Loach: "What happened to your nose, Gittes? Somebody slammed a bedroom window on it?"

Jake Gittes: "Nope. Your wife got excited. She crossed her legs a little too quick. You understand what I mean, pal?"

-"Chinatown"

--I suppose I should feel better than I do about this loss. After all, the Cowboys are a wagon. Before he got hurt last year, Prescott was on pace for 6,000 yards. Seriously, he was averaging 370 yards per game. This year those numbers are down because they're going for more of a balanced attack. And getting it. There should be no shame in losing to them in a tough OT struggle. Especially for a rebuilding team. So why don't I take more positives away from this one? 

--Mainly because once again, this is a Patriots team finding ways to lose. In each of their last three games, their rookie QB has put on late drives to put them in a position to win. And thanks to a clanged field goal against Tampa and the inability to stop Dallas at the end of the game and overtime, they're 1-2 in those games. 

--More to the point, they're still doing the stupid things they used to take advantage of when everyone else did them. I thought those happy days were here again when Mike McCarthy just had to Mike McCarthy in the 1st quarter, going for it on 4th in his own end and then wasting a challenge that had zero chance. But then it's New England getting a punt blocked thanks to Jahlani Tavai whiffing on a block (I think). They haven't had a punt blocked on them in years, and it's already happened twice. There was the aforementioned unwillingness to let their quarterback put on a drive at the end of the half or convert 4th downs.

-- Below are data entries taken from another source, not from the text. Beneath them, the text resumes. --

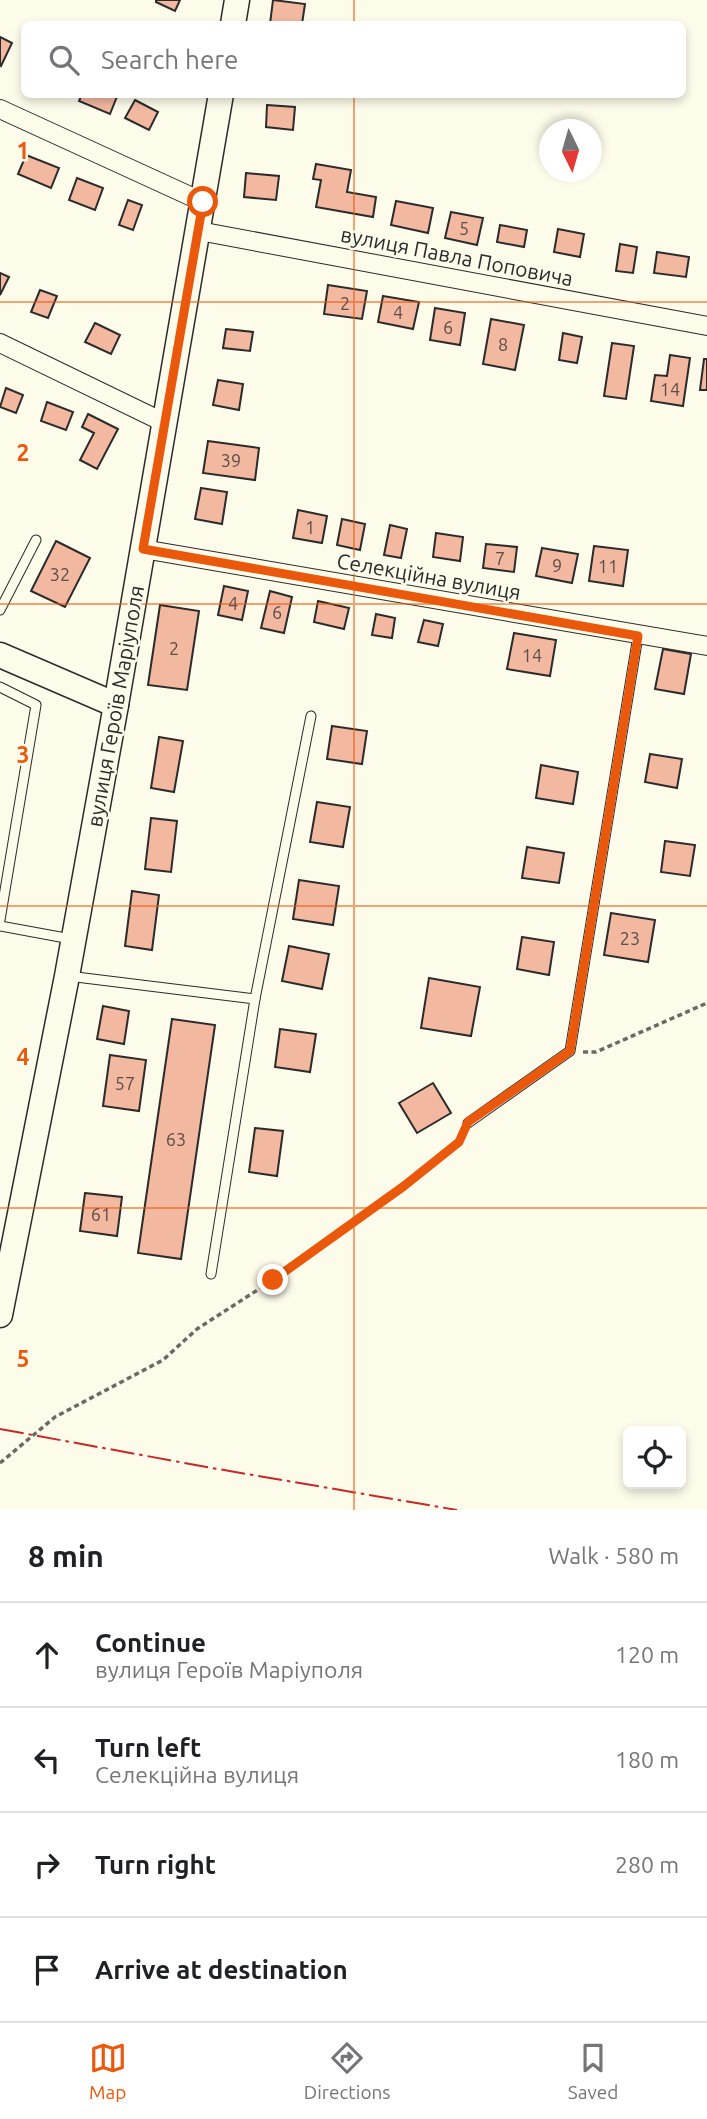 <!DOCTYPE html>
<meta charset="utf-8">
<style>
body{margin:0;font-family:Ubuntu,sans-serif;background:#f6f6f6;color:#202124}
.controls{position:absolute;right:21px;bottom:21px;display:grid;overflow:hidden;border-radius:10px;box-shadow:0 4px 10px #0003}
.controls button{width:63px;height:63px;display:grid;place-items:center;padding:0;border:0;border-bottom:2px solid #e0e0e0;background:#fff;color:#202124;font:35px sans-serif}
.compass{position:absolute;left:539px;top:119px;width:63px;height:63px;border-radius:50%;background:#fff;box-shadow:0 4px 10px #0003;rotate:175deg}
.stop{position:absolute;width:21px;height:21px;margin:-16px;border:5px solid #ea580c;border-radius:50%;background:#fff}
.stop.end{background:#ea580c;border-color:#fff;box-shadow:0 2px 7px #0008}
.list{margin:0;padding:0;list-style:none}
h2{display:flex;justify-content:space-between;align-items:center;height:91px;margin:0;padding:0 28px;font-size:30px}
h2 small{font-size:23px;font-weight:400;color:#757577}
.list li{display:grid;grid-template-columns:46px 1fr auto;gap:21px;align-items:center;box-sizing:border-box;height:105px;padding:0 28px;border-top:2px solid #e0e0e0}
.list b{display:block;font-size:26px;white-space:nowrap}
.list p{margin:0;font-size:23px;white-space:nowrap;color:#757577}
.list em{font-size:23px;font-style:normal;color:#757577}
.icon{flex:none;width:38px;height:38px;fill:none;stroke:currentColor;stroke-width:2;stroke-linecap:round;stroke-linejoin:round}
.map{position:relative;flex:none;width:707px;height:1510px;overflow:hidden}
.search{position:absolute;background:#fff;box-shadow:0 4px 10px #0003;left:21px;right:21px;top:21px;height:77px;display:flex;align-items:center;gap:18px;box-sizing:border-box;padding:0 24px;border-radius:10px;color:#757577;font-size:26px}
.sheet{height:511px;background:#fff}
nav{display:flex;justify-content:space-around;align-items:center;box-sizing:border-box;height:98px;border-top:2px solid #e0e0e0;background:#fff;font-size:19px;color:#757577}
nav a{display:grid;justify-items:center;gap:4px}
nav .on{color:#ea580c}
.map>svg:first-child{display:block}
</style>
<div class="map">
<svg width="707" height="1510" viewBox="0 0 707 1510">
<rect width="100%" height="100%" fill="#fdfbea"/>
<!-- building -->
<g fill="#f2b8a0" stroke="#2b2b2b" stroke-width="2">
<polygon points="156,0 180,0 175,11 156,2"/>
<polygon points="273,0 305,4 302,24 270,24"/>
<polygon points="0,37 12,43 1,66 0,65"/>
<polygon points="82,94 118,94 110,114 79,101"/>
<polygon points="135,100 158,112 149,130 125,118"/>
<polygon points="267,105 295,107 293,130 266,127"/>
<polygon points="26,155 59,168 51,188 18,174"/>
<polygon points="316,164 351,170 347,192 376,197 373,217 316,207 321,180 313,179"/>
<polygon points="246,173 279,176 276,200 244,197"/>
<polygon points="77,178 103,188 95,210 69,200"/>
<polygon points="128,200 142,205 133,230 119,225"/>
<polygon points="396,201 433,208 428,233 391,225"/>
<polygon points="451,212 483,218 477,245 445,238"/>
<polygon points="500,225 527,230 524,247 497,242"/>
<polygon points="558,229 584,234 580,257 554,252"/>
<polygon points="620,244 637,247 633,273 616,271"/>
<polygon points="657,252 689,257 686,277 654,273"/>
<polygon points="0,273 9,277 0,295"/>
<polygon points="328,285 367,291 362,319 324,314"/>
<polygon points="40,290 57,296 48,318 31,312"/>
<polygon points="383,296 419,302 413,329 378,322"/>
<polygon points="435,308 465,313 460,345 430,340"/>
<polygon points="491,319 524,325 515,370 483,364"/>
<polygon points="95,323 120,335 111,354 85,342"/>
<polygon points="226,329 253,332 250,351 223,348"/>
<polygon points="563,333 582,337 577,363 559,360"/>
<polygon points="612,343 634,346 626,399 604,396"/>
<polygon points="670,355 690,358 683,406 651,401 655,375 667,376"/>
<polygon points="704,359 707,359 707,390 700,390"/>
<polygon points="218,380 243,384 239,410 213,405"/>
<polygon points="6,388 23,395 16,413 0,407"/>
<polygon points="47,402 73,412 66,430 41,421"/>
<polygon points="88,414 118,429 97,469 80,460 94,433 82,427"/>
<polygon points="208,441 259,448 255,480 203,473"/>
<polygon points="201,488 227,492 222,524 195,519"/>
<polygon points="298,510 327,516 322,543 293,538"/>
<polygon points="342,519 365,524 360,550 337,545"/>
<polygon points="390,525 407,529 401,558 384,555"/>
<polygon points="436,533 463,537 460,561 433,557"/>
<polygon points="56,541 90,558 65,607 31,591"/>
<polygon points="486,544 517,547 514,572 483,568"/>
<polygon points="594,546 628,550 623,586 589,581"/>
<polygon points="542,548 578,554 572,583 536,576"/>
<polygon points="224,586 248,591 242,620 218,615"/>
<polygon points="270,591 292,597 284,633 261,628"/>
<polygon points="318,601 349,608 344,629 314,622"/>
<polygon points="160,605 199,611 187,690 148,685"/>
<polygon points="376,614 395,618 392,638 372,635"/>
<polygon points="424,620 443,624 438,646 418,642"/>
<polygon points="514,633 556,640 550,676 507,669"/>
<polygon points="663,649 691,654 684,694 655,689"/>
<polygon points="332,726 367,731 362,764 327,759"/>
<polygon points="159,737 183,741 174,792 151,788"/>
<polygon points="650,754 682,759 677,788 645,782"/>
<polygon points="541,765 578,772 573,804 536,798"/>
<polygon points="317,802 350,807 343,847 310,842"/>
<polygon points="151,818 177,821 171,872 145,869"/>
<polygon points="665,841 695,845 690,876 661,872"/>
<polygon points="527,847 564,853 559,883 522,878"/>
<polygon points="299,880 339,886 333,925 293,919"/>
<polygon points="132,891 159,895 152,950 125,946"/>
<polygon points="611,913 655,920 648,962 604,955"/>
<polygon points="522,937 554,942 549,975 517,969"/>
<polygon points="289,946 329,954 322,989 282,981"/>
<polygon points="429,978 480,987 471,1036 421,1028"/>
<polygon points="103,1006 129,1011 124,1044 97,1039"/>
<polygon points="172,1019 215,1025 181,1259 138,1253"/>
<polygon points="280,1029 316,1034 310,1072 275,1067"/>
<polygon points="110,1055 146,1060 139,1111 103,1106"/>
<polygon points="433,1083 451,1113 417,1133 399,1103"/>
<polygon points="255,1128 283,1131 277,1176 249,1172"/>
<polygon points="85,1193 122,1197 117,1236 80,1231"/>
</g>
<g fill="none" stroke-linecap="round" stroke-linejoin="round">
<!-- lane casing -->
<g stroke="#2b2b2b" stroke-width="11">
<g id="lane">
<polyline points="0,610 36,540"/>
<polyline points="0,687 36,705 0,920"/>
<polyline points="0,926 71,939"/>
<polyline points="68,976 255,999 211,1274"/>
<polyline points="255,999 311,716"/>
<polyline points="468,1123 570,1051 638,636"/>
</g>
</g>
<!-- street casing -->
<g stroke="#2b2b2b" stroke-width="20">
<g id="street">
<polyline points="0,109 203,202"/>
<polyline points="199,231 707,326"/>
<polyline points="0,343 163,422"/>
<polyline points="143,549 707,646"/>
</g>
</g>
<!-- secondary casing -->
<g stroke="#2b2b2b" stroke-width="27">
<g id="secondary">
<polyline points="233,24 237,0"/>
<polyline points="0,655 116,705"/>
<polyline points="0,1315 67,976 116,705 221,94"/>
</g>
</g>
<!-- path -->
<g stroke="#6a6964" stroke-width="3.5" stroke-dasharray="5 3.5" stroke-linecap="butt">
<polyline points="583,1052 596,1052 707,1003"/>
<polyline points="0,1463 55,1417 163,1360 197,1329 273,1280 404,1186 459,1142 463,1134"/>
</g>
<!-- lane -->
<use href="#lane" stroke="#fdfbea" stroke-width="9"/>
<!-- street -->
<use href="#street" stroke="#fdfbea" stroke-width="18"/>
<!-- secondary -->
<use href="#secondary" stroke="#fdfbea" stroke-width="24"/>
<!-- power -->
<polyline stroke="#c62828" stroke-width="2" stroke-dasharray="24 5 3.5 5" stroke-linecap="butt" points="0,1429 212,1468 457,1510"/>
</g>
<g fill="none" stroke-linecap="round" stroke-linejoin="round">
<!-- route -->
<polyline stroke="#ea580c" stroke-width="9" points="203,202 143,549 638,636 570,1051 468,1122 459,1142 404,1186 273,1280"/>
</g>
<!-- grid -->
<path fill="none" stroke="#e8590c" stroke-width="2" stroke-opacity="0.55" d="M354,0V24M354,94V1510M0,302H707M0,604H707M0,906H707M0,1208H707"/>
<g text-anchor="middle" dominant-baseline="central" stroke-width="5" stroke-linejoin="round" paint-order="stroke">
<!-- number labels -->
<g font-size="18" fill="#5d4e48">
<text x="464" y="228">5</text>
<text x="345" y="303">2</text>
<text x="398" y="312">4</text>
<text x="448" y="327">6</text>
<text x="503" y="344">8</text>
<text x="670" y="389">14</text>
<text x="231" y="460">39</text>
<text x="310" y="527">1</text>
<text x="500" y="558">7</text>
<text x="557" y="565">9</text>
<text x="608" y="566">11</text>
<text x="60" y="574">32</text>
<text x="233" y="603">4</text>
<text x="277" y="612">6</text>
<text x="174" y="648">2</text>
<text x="532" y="655">14</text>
<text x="630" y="938">23</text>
<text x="125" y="1083">57</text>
<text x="176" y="1139">63</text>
<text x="101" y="1214">61</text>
</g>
<!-- street labels -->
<g font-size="21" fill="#2b2b2b" stroke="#fdfbea">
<text transform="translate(457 256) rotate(11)">вулиця Павла Поповича</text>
<text transform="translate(429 576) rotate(10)">Селекційна вулиця</text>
<text transform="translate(115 706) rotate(-80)">вулиця Героїв Маріуполя</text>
</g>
</g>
<g font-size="23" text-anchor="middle" font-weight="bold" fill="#e8590c" stroke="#fdfbea" stroke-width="5" stroke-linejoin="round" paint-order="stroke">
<text x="23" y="159">1</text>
<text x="23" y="461">2</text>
<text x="23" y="763">3</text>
<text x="23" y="1065">4</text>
<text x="23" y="1367">5</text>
</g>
</svg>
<div class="controls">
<button><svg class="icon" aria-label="locate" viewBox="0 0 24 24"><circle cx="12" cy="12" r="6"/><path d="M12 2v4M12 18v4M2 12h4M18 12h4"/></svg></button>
</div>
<svg class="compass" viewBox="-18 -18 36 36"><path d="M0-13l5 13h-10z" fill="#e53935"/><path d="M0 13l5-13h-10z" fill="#757577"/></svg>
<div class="stop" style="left:203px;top:202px"></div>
<div class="stop end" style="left:273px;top:1280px"></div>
<div class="search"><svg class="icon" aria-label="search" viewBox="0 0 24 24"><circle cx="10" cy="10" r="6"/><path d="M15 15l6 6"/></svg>Search here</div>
</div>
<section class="sheet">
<h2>8 min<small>Walk · 580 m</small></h2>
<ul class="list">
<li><svg class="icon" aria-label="ahead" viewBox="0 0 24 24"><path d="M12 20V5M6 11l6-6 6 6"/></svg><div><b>Continue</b><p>вулиця Героїв Маріуполя</p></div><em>120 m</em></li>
<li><svg class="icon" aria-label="left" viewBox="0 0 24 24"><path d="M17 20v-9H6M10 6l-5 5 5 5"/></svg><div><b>Turn left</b><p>Селекційна вулиця</p></div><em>180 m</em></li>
<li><svg class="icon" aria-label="right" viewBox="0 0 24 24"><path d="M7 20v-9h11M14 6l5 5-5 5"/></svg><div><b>Turn right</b></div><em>280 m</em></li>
<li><svg class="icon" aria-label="arrive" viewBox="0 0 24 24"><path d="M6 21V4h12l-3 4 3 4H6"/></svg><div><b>Arrive at destination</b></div></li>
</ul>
</section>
<nav>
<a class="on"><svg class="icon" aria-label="map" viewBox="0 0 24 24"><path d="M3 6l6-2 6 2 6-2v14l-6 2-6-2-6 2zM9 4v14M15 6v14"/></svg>Map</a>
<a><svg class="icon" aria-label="directions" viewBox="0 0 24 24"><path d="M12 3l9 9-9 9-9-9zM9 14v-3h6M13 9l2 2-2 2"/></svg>Directions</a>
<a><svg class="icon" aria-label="saved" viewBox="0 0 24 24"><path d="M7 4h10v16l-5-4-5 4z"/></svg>Saved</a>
</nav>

Weird calls like taking the Jumbo personnel off the field in favor of a 1-back, 3-WR set and then giving it to Brandon Bolden on a gap run that loses yards. Then there's the lack of the clutch plays they built a Dynasty on, like Agholor's drop:

Which, I should point out, Jones responded to by hitting Meyers over the middle for a 1st down. But Agholor had plenty of green space to work with and a full head of steam, so I assume it would've been a better outcome. And so when you can't make plays for yourself, and you're committing unforced errors, you're naturally going to lose these Jason Bourne bathroom fights. Or you're going to need luck. And all the calls going your way. Which is no way to live.

--I'm going to be honest with you. I don't think this has been my best work. But it's been cathartic. It's a form of Primal Scream Therapy. By expressing how frustrated I am, I'm able to get it all out and I feel better. Granted, there's got to be an easier way to find inner peace than watching this team open the season 0-4 at home. And I'd rather be fat, happy and in first place in the division. But at least the quarterback looks good and this offense can now finish drives score points. Now if they can just clean up literally every other aspect, we might have something. 

--Thanks for listening. You saved me from having to call one of those online therapists.